=== Material shown ===

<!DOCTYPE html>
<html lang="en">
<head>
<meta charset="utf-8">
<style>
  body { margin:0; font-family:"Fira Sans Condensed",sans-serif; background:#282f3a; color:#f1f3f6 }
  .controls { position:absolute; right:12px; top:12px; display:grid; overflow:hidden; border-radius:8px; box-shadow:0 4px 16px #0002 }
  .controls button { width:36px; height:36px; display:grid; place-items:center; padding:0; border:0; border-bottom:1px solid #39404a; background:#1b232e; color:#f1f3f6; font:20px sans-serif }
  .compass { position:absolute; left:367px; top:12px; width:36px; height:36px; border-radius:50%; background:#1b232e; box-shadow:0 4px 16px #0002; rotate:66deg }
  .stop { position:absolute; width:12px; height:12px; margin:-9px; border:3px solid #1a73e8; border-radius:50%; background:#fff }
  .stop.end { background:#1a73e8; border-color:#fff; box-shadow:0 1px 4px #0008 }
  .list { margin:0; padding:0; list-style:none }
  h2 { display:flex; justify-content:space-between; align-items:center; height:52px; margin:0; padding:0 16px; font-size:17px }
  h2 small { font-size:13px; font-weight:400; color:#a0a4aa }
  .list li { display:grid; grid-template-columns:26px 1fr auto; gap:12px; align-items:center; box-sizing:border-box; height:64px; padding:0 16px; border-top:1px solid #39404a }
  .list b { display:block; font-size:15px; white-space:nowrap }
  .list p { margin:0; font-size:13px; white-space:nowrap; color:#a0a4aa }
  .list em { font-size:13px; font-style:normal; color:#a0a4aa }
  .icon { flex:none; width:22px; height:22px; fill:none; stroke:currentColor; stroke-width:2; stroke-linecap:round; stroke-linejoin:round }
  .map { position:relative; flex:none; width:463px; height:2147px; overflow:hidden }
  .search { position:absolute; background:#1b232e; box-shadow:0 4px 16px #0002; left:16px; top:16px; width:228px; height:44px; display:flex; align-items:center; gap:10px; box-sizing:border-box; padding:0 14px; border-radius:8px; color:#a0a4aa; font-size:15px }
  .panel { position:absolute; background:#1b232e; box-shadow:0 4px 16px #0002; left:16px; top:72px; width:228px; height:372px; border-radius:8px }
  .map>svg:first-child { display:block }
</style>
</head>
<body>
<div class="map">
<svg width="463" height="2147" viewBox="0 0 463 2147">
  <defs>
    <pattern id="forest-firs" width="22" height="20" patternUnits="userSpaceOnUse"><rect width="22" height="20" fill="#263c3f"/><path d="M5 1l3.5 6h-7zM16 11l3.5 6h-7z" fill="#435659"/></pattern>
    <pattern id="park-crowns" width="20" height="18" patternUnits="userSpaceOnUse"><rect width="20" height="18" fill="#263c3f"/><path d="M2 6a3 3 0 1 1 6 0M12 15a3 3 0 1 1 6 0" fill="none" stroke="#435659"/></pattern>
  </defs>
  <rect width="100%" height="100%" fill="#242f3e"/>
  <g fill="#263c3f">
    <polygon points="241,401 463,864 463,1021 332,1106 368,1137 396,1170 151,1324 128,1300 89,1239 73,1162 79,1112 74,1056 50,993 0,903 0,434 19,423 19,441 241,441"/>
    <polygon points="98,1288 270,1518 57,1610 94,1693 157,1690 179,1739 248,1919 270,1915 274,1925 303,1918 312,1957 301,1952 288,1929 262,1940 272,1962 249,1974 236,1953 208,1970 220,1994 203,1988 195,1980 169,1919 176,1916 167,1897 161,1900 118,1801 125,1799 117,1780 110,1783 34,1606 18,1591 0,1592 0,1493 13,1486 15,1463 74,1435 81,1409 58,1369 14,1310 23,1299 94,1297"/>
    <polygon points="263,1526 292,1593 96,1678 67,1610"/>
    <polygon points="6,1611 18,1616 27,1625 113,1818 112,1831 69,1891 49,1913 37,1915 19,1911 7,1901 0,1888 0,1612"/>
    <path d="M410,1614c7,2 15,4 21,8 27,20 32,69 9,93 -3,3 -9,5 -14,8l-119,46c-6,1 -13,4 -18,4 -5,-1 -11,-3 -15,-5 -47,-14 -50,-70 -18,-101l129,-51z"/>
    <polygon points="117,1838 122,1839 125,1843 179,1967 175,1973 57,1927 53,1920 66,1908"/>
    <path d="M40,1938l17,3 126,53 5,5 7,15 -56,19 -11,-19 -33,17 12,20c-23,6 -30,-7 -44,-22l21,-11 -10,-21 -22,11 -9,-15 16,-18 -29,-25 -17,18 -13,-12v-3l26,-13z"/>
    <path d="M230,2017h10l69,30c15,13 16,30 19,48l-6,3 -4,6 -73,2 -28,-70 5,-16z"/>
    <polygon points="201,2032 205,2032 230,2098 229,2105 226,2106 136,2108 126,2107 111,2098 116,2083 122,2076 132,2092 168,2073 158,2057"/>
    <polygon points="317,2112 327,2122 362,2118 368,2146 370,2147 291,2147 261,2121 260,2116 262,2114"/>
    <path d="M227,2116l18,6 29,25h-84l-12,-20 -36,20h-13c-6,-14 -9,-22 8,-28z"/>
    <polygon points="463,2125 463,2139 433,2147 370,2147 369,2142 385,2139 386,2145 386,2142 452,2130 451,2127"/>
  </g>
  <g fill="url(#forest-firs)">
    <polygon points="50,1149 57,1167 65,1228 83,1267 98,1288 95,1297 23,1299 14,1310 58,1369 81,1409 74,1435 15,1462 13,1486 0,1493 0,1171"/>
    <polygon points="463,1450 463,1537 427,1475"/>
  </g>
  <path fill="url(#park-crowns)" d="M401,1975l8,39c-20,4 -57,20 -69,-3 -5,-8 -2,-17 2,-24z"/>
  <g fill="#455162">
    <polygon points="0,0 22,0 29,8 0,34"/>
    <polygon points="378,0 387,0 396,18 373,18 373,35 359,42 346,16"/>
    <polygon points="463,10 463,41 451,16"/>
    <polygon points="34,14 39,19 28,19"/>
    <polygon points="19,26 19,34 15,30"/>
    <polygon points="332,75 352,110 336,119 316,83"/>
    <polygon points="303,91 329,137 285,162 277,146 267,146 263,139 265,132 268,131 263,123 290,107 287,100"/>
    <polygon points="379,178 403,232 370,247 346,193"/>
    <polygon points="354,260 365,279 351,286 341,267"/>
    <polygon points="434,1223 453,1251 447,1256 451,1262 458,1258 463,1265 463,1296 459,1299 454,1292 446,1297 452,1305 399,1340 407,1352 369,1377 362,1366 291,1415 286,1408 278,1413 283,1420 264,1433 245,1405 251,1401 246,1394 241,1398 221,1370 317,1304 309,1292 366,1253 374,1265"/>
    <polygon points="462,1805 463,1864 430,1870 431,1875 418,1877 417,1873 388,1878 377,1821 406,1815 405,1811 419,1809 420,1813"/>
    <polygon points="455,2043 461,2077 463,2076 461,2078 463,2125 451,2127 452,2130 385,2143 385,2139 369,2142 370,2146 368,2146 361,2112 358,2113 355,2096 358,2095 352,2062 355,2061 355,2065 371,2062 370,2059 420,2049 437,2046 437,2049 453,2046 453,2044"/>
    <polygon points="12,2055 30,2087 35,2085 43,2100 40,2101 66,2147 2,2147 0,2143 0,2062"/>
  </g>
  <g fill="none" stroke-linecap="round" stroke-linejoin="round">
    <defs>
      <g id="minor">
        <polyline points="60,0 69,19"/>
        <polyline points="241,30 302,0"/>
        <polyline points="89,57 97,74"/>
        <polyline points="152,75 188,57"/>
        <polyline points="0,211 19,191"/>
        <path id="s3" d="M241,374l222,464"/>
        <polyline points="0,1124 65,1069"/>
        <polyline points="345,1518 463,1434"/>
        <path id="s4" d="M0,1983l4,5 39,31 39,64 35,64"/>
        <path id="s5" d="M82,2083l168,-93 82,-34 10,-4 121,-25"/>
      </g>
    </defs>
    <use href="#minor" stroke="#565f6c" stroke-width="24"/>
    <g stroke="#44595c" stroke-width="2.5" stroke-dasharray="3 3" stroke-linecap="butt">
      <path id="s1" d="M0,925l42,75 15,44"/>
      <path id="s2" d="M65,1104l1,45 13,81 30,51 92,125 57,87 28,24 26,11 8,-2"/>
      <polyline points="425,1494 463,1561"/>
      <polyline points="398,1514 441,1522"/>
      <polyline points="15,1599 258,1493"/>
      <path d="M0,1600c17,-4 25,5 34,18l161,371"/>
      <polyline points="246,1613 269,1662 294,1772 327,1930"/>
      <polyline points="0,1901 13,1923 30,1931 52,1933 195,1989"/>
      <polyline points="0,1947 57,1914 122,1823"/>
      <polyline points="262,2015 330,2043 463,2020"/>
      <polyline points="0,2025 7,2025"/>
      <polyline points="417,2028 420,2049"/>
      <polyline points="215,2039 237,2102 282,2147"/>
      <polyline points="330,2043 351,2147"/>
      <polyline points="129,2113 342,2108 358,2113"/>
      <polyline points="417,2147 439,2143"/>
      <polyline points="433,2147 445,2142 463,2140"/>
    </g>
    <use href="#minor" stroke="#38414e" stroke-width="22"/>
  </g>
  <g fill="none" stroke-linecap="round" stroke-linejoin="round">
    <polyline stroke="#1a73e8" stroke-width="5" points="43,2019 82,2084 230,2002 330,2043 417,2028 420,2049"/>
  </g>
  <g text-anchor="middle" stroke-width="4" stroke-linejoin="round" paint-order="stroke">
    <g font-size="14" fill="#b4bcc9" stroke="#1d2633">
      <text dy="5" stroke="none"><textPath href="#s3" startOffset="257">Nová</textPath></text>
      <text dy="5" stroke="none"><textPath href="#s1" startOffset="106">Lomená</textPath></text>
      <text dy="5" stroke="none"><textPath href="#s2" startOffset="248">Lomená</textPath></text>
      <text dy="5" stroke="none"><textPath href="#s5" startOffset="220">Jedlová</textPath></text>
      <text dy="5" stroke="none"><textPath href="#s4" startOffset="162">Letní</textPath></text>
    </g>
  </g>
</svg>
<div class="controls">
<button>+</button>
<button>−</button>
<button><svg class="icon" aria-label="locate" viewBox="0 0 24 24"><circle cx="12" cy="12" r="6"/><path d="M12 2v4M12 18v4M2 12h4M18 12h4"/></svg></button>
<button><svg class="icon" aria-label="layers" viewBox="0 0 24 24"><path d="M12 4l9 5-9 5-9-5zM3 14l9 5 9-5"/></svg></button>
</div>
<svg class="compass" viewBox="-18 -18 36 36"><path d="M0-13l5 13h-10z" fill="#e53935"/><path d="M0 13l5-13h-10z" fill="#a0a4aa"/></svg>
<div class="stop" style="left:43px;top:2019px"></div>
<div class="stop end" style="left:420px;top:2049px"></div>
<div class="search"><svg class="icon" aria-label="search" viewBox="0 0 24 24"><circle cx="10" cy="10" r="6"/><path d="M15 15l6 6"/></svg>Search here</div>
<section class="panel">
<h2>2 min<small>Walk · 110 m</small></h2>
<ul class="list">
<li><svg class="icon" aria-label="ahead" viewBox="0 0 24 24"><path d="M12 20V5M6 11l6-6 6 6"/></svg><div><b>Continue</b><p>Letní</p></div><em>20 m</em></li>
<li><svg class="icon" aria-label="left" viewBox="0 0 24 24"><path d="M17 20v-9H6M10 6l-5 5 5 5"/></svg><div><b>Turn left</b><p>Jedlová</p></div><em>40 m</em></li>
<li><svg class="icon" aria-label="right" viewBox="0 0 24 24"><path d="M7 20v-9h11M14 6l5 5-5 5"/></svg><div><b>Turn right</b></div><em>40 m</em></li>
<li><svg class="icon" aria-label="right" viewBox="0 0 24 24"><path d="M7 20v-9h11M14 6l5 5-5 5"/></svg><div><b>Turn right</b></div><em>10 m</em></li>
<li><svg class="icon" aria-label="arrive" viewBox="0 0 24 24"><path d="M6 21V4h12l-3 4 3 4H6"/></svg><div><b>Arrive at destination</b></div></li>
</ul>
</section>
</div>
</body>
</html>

===

Go through the data and copy every line that includes "compass".

  .compass { position:absolute; left:367px; top:12px; width:36px; height:36px; border-radius:50%; background:#1b232e; box-shadow:0 4px 16px #0002; rotate:66deg }
<svg class="compass" viewBox="-18 -18 36 36"><path d="M0-13l5 13h-10z" fill="#e53935"/><path d="M0 13l5-13h-10z" fill="#a0a4aa"/></svg>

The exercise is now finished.